Miipher-2: A Universal Speech Restoration Model for Million-Hour Scale Data Restoration

Published 7 May 2025 in cs.SD, cs.CL, and eess.AS | (2505.04457v2)

Abstract: Training data cleaning is a new application for generative model-based speech restoration (SR). This paper introduces Miipher-2, an SR model designed for million-hour scale data, for training data cleaning for large-scale generative models like LLMs. Key challenges addressed include generalization to unseen languages, operation without explicit conditioning (e.g., text, speaker ID), and computational efficiency. Miipher-2 utilizes a frozen, pre-trained Universal Speech Model (USM), supporting over 300 languages, as a robust, conditioning-free feature extractor. To optimize efficiency and minimize memory, Miipher-2 incorporates parallel adapters for predicting clean USM features from noisy inputs and employs the WaveFit neural vocoder for waveform synthesis. These components were trained on 3,000 hours of multi-lingual, studio-quality recordings with augmented degradations, while USM parameters remained fixed. Experimental results demonstrate Miipher-2's superior or comparable performance to conventional SR models in word-error-rate, speaker similarity, and both objective and subjective sound quality scores across all tested languages. Miipher-2 operates efficiently on consumer-grade accelerators, achieving a real-time factor of 0.0078, enabling the processing of a million-hour speech dataset in approximately three days using only 100 such accelerators.

Abstract PDF Upgrade to Chat

Summary

Miipher-2: A Universal Speech Restoration Framework for Large-Scale Data

Miipher-2 presents a universal speech restoration model that aims to address the unique complexities associated with large-scale speech data restoration, particularly for training data cleaning in generative models, including large language models (LLMs).
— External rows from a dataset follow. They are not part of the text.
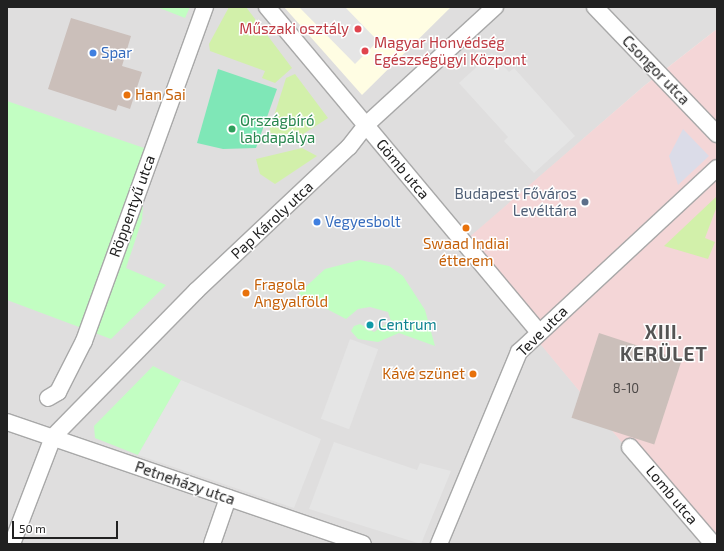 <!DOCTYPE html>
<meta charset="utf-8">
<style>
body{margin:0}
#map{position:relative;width:724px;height:551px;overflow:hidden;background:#f2eee7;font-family:"Exo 2",sans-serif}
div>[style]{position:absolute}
.residential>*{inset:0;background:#dfdede}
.commercial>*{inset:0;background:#f4d6d7}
.education>*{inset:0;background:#fffde3}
.grass>*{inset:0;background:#d2f0aa}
.park>*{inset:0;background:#c2fec2}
.pitch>*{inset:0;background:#7fe7b7}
.parking>*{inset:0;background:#e5e5e5;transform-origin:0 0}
.plaza>*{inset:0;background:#dbdce8}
.building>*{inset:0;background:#cbbfba;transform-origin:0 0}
.roads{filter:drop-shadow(1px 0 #a8a8a8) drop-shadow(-1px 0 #a8a8a8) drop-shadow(0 1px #a8a8a8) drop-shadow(0 -1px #a8a8a8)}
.minor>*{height:16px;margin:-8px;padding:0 8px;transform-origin:8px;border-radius:8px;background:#fff}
.dots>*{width:11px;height:11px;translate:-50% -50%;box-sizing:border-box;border:2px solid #fff;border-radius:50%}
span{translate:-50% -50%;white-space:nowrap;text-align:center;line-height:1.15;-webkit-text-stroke:3px #fff;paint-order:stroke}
.number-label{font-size:13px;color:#4c4847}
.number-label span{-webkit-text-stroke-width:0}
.health-label{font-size:15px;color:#be3a42}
.right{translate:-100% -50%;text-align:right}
.left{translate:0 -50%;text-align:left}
.shop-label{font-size:15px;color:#366cbe}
.street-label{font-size:15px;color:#212121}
.food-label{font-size:15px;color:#c56008}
.leisure-label{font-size:15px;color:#27864d}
.service-label{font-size:15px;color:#4e5e75}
.culture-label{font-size:15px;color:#0d838f}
.district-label{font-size:19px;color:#545454;font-weight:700;letter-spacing:1px}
.frame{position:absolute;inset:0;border:8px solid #212121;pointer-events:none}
.scale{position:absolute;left:12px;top:521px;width:106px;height:18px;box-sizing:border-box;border:2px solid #212121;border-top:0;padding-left:5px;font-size:12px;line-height:14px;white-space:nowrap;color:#212121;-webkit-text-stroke:3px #fff;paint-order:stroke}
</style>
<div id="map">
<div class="residential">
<i style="clip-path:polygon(7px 7px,717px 7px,717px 29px,644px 86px,460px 246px,706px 544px,7px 544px)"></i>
</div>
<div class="commercial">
<i style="clip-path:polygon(717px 29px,717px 544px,706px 544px,459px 246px,644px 86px)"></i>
</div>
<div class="education">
<i style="clip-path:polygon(284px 7px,451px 7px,362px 95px)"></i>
</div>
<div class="grass">
<i style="clip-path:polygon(229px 7px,246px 7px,292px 68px,275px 83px,262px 78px,265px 71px,210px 51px,209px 44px)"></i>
<i style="clip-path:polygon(295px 74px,328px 118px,294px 140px,287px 140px,269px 132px,286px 78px)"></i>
<i style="clip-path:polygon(302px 148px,317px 156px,275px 184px,260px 174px,256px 159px)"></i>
<i style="clip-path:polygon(717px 196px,717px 206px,705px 238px,715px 242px,708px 259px,664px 246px)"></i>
</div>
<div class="park">
<i style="clip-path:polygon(157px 7px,190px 7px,185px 18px)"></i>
<i style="clip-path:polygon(7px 101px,147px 149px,142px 220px,126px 268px,166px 285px,111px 339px,7px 300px)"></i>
<i style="clip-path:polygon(360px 260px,389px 266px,403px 276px,425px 310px,435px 346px,399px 333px,378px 342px,358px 339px,351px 331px,354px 326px,360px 324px,374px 332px,391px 321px,388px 312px,370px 307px,358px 309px,346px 319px,298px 294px,325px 269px)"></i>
<i style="clip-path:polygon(153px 366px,181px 380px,138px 455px,95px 438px,94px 426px)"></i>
</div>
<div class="pitch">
<i style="clip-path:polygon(218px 69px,277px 89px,256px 148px,223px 149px,197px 143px)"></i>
</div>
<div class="parking">
<i style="clip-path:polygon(299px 7px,345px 7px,378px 41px,355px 64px)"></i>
<i style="clip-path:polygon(492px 53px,509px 72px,514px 68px,575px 136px,534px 173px,504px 141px,508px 137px,459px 83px)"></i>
<i style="left:350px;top:339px;width:30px;height:85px;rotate:20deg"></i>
<i style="clip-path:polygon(181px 380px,321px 439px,294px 508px,138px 455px)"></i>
<i style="clip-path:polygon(334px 442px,417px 470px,420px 463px,451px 471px,421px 544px,309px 509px)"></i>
</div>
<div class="plaza">
<i style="clip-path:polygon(683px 129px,709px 156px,678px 185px,669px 156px)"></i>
</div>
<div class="building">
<i style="clip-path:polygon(71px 18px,131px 36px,122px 66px,142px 72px,130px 109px,118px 105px,116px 111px,48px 89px)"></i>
<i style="left:599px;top:333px;width:87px;height:89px;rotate:18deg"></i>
</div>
<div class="roads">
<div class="minor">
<i style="left:267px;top:7px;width:424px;rotate:50.1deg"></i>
<i style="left:595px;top:7px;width:176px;rotate:46.2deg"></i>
<i style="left:48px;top:398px;width:12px;rotate:-31deg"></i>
<i style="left:58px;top:392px;width:57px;rotate:-63deg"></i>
<i style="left:84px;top:341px;width:355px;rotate:-70.1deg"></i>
<i style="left:7px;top:422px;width:376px;rotate:18.9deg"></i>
<i style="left:630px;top:447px;width:128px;rotate:49.4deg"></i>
<i style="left:12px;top:544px;width:115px;rotate:-69deg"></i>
<i style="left:53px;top:437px;width:204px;rotate:-45.6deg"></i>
<i style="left:196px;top:291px;width:210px;rotate:-43.3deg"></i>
<i style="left:349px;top:147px;width:28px;rotate:-52deg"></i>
<i style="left:366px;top:125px;width:175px;rotate:-42.5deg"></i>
<i style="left:212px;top:544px;width:49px;rotate:-70.8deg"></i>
<i style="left:439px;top:544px;width:208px;rotate:-67.4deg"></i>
<i style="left:519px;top:352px;width:270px;rotate:-42.9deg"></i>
</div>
</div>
<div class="dots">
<i style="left:358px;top:29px;background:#e0444e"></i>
<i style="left:365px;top:51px;background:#e0444e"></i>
<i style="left:93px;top:53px;background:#3f7fe0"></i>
<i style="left:127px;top:95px;background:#e8710a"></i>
<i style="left:232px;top:129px;background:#2e9e5b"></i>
<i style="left:585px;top:202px;background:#5c6f8a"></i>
<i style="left:317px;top:222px;background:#3f7fe0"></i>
<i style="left:466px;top:228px;background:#e8710a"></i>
<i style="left:246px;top:293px;background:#e8710a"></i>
<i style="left:370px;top:325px;background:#0f9aa8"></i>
<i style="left:473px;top:374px;background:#e8710a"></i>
</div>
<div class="number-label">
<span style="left:626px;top:388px">8-10</span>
</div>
<div class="health-label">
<span class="right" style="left:349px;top:29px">Műszaki osztály</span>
<span class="left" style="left:374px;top:51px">Magyar Honvédség<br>Egészségügyi Központ</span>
</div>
<div class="shop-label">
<span class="left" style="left:101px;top:53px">Spar</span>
<span class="left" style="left:325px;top:222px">Vegyesbolt</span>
</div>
<div class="street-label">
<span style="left:656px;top:70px;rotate:46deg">Csongor utca</span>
<span style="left:403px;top:169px;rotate:50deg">Gömb utca</span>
<span style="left:132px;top:206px;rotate:-70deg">Röppentyű utca</span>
<span style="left:272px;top:220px;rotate:-43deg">Pap Károly utca</span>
<span style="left:542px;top:331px;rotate:-45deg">Teve utca</span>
<span style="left:185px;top:483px;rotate:19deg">Petneházy utca</span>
<span style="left:672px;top:495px;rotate:50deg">Lomb utca</span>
</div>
<div class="food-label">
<span class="left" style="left:135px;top:95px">Han Sai</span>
<span style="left:466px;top:252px">Swaad Indiai<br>étterem</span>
<span class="left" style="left:254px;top:293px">Fragola<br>Angyalföld</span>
<span class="right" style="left:465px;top:374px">Kávé szünet</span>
</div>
<div class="leisure-label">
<span class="left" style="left:240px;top:129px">Országbíró<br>labdapálya</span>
</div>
<div class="service-label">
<span class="right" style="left:577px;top:202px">Budapest Főváros<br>Levéltára</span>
</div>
<div class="culture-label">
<span class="left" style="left:378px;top:325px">Centrum</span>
</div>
<div class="district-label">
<span style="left:664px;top:343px">XIII.<br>KERÜLET</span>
</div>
<div class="frame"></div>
<div class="scale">50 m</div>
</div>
The motivation for this work lies in the necessity of reliable, high-quality audio data for training sophisticated models, as traditional methods of data collection such as web-scraping often introduce noisy samples.

Innovation Through Self-Supervised Learning

The Miipher-2 model leverages the Universal Speech Model (USM) as a robust, conditioning-free feature extractor. This approach sidesteps the need for explicit textual or speaker ID conditioning, enabling the model to generalize across over 300 languages, including those with limited available high-quality training data. Such a feature allows the model to infer clean USM features even from noisy input, successfully addressing the challenge of handling unseen languages.

Architectural Efficiency and Optimization

A key aspect of Miipher-2 lies in its computational efficiency, which is crucial given the scale of data involved. The use of parallel adapters (PAs) in place of conventional, more cumbersome feature cleaner architectures minimizes memory footprint and accelerates processing speed. Additionally, the integration of the WaneFit neural vocoder, with optimized memory usage adjustments, further drives the efficiency required for processing up to a million hours of speech data in a frame of roughly three days using consumer-grade accelerators.

Competitive Performance Metrics

The experimental evaluation illustrates Miipher-2’s efficacy in speech restoration tasks, delivering performance that is superior or comparable to existing models in word-error-rate (WER), speaker similarity, and MOS scores. Importantly, these results are achieved across varying languages, including those not originally represented within the training datasets, demonstrating the model’s broad applicability.

Practical and Theoretical Implications

The implications of Miipher-2 are significant for both practical applications and theoretical understanding in AI. Practically, the framework facilitates the cleaning and enhancement of massive speech datasets, pivotal for developing models that support text-to-speech synthesis and other audio-sensitive applications. Theoretically, it presents a substantial contribution to the research on self-supervised learning models, emphasizing their ability to generalize without explicit conditioning information.

Looking Forward: Future Developments in AI

Miipher-2 sets a foundation for further exploration into speech restoration practices, particularly those requiring efficient processing of large datasets. Future research could investigate extending the methodology for broader audio applications beyond speech, enriching multi-modal generative model training datasets. Moreover, the methodology could inspire innovations in low-resource language support, pushing the boundaries of AI inclusivity.

In summary, Miipher-2 proves to be an effective, efficient model capable of tackling the inherent challenges of large-scale data cleaning, offering promising directions for evolving speech processing technologies and AI applications on a global scale.